Complete Step By Step Answer:
We have seen that the galvanometer can be used as a voltmeter to find the potential difference across two points. But when we connect only the galvanometer to find the potential difference that will show an incorrect value. Because there will be a very small amount of resistance in the galvanometer. Since this resistance is smaller than the resistance that is present in the circuit a large amount of current will flow through the galvanometer that will result in an incorrect value of potential difference. Therefore we will connect another resistor with a large amount of resistance in series with a galvanometer that will block a large amount of current passing through it. Therefore a large amount of current will now pass through the circuit and the galvanometer shows the correct potential difference between the two points. The formula for finding the potential difference before the resistance is connected to the circuit we can use the ohm’s law that is given by,
$\Rightarrow V = IR$
Here, $V$ is the voltage across two points
$I$ is said to be the current passing in the circuit. In this case, for full-scale deflection to happen in the galvanometer I should be equal to ${I_g}$ . ${I_g}$ is the maximum current for full-scale deflection.
$R$ is the resistance.
Therefore, before the galvanometer is connected with a resistor in parallel the potential difference is given as $5V$ and the resistance is given as $180\Omega$ . Therefore substituting all this in the equation that is given above we get,
$\Rightarrow 5 = {I_g} \times 180$ ……. (1)

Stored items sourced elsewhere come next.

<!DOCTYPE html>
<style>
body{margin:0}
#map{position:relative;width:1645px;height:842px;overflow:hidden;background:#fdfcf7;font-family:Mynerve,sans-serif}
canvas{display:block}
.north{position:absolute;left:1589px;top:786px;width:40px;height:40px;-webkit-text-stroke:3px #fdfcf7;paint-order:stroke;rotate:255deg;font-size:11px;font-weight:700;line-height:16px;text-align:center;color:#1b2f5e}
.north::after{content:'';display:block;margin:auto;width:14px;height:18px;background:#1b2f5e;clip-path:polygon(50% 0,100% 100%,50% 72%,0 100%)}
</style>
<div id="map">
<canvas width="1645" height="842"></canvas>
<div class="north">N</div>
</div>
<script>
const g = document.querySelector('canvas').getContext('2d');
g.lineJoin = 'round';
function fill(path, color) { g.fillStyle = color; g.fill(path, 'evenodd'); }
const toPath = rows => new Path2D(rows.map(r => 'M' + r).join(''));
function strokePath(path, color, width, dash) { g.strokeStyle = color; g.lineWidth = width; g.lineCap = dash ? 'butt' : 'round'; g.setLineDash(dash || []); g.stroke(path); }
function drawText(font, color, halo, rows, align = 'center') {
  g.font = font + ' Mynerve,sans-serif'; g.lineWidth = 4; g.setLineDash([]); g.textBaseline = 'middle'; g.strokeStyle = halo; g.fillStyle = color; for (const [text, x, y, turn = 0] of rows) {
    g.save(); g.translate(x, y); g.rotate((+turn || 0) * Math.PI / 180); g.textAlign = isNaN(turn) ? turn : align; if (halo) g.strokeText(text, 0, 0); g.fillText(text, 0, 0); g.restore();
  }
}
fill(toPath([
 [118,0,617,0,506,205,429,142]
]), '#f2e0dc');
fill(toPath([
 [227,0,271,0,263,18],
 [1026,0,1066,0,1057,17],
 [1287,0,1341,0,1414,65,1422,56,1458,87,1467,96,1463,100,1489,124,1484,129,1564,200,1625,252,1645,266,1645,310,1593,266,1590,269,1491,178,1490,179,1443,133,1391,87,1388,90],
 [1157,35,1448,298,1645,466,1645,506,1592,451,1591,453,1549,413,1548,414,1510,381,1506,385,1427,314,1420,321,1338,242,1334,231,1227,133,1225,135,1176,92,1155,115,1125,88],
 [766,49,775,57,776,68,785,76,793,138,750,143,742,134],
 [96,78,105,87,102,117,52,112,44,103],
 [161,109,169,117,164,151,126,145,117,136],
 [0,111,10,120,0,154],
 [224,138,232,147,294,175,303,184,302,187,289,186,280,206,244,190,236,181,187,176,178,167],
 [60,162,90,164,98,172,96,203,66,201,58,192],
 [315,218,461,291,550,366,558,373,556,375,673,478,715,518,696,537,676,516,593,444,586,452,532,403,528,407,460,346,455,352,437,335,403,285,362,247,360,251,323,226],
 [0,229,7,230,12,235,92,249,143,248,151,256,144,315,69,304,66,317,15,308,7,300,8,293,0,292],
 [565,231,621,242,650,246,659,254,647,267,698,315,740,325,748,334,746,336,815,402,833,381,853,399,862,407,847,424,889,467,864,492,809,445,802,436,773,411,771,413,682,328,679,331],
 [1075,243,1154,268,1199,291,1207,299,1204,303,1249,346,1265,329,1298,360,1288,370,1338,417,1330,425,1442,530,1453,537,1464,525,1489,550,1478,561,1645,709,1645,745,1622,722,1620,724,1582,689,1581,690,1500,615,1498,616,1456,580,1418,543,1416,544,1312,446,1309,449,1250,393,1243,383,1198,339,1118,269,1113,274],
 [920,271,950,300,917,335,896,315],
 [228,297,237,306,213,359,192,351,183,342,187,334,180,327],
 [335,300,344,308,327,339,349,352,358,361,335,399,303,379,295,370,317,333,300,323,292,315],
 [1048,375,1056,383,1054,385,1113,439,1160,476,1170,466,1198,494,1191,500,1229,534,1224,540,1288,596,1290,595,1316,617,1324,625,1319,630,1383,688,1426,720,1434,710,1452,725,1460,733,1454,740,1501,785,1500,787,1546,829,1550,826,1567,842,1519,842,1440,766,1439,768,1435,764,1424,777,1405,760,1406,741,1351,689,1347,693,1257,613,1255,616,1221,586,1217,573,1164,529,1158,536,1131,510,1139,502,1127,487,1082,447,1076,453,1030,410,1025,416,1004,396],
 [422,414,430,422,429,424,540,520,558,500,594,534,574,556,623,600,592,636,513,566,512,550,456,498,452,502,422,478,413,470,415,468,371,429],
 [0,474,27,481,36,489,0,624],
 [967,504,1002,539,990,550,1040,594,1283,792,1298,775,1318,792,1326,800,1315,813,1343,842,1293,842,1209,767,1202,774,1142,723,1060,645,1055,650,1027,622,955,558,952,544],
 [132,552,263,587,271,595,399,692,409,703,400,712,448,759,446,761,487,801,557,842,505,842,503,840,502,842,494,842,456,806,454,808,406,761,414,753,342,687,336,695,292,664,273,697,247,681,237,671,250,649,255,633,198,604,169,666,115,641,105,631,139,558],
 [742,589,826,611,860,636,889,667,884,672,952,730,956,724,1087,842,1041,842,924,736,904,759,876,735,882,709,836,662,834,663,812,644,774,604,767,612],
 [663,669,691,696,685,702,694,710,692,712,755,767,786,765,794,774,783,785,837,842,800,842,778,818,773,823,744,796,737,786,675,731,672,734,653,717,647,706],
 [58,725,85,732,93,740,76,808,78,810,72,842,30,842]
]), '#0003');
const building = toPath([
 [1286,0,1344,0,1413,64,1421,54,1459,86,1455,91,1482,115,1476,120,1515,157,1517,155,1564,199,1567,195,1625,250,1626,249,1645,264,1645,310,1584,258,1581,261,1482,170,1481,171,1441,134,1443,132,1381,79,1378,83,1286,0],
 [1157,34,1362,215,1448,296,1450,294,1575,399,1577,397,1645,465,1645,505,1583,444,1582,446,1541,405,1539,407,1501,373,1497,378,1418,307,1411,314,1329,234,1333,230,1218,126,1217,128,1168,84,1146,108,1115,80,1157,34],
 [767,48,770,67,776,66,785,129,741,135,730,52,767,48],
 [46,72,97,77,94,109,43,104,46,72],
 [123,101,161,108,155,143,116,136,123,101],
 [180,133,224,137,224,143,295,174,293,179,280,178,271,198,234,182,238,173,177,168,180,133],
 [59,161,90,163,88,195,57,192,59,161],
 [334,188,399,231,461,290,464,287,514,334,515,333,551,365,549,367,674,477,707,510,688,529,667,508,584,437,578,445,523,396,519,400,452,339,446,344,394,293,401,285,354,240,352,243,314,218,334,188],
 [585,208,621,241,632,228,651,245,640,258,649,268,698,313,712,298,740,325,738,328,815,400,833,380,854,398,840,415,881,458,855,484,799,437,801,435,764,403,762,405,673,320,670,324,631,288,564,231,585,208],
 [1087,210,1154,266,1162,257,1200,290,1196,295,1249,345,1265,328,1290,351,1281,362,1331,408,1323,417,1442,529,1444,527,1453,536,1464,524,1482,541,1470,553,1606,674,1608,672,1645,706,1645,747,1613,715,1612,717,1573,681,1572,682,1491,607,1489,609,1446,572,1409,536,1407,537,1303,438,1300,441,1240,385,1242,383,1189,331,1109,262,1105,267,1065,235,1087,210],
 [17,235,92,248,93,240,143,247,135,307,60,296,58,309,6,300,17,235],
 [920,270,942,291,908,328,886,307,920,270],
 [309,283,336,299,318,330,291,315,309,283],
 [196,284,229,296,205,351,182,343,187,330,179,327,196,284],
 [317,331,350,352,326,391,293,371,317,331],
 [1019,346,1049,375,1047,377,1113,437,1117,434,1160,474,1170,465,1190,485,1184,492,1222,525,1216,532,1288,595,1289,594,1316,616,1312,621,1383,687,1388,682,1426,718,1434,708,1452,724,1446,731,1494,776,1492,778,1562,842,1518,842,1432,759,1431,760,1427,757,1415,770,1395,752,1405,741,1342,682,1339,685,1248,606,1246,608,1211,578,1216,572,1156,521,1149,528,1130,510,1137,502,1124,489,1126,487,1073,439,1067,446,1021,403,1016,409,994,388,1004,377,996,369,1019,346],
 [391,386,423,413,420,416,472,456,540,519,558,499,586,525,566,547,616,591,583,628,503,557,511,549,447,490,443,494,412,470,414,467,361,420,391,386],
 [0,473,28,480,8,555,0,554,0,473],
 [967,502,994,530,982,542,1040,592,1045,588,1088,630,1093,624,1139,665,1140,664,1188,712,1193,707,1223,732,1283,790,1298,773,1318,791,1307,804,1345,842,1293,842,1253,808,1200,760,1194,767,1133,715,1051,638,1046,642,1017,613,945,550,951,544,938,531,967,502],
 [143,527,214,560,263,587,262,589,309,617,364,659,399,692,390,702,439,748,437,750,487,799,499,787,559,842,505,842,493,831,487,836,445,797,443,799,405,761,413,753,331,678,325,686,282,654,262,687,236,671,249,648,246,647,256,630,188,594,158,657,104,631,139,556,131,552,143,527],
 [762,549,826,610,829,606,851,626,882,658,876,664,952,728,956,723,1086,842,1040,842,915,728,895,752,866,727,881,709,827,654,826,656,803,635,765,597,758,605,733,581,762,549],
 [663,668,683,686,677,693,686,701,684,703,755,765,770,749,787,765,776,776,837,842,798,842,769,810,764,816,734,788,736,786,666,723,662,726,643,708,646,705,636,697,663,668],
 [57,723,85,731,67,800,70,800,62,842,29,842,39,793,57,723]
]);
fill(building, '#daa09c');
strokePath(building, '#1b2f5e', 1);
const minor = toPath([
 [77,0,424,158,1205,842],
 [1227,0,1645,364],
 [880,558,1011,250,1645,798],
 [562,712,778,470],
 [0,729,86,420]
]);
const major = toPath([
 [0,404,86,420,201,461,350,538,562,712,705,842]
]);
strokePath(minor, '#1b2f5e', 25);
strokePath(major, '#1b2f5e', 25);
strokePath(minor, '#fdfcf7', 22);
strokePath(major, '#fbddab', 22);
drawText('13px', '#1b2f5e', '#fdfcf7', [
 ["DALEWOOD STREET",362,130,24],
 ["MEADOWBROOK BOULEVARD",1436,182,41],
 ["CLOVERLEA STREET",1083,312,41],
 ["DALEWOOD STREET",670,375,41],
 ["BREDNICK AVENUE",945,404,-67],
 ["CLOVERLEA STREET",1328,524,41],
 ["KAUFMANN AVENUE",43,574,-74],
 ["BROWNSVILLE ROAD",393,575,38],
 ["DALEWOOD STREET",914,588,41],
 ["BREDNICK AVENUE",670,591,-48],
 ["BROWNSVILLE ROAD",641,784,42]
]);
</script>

Now when the galvanometer is connected to the voltmeter then the formula will be changed as,
$\Rightarrow V = {I_g}(R + {R_v})$
Here, ${R_v}$ is the resistance that is connected in series with the galvanometer.
Now the potential difference is given as,
$\Rightarrow V = 25V$
Therefore we can substitute in the above equation,
$\Rightarrow 25 = {I_g} \times (180 + {R_v})$ …… (2)
Now we should the equation (1) by (2) we get,
$\Rightarrow \dfrac{1}{5} = \dfrac{{180}}{{(180 + {R_v})}}$
Simplify to get the answer,
$\Rightarrow 180 + {R_v} = 900$
$\Rightarrow {R_v} = 720\Omega$
Therefore, the value of the resistance that is connected in series with the galvanometer is given by $720\Omega$ .

Note:
We use electrical instruments to measure current, voltage, and resistance because our ohm’s law is not always convenient to measure these parameters. The electrical instruments that are used to measure the current, voltage, and resistance are an ammeter, voltmeter, and multimeter. Ammeter is used to measure only the current, voltmeter is used to measure only the voltage but the multimeter is used to measure multiple parameters like current, voltage, resistance, etc.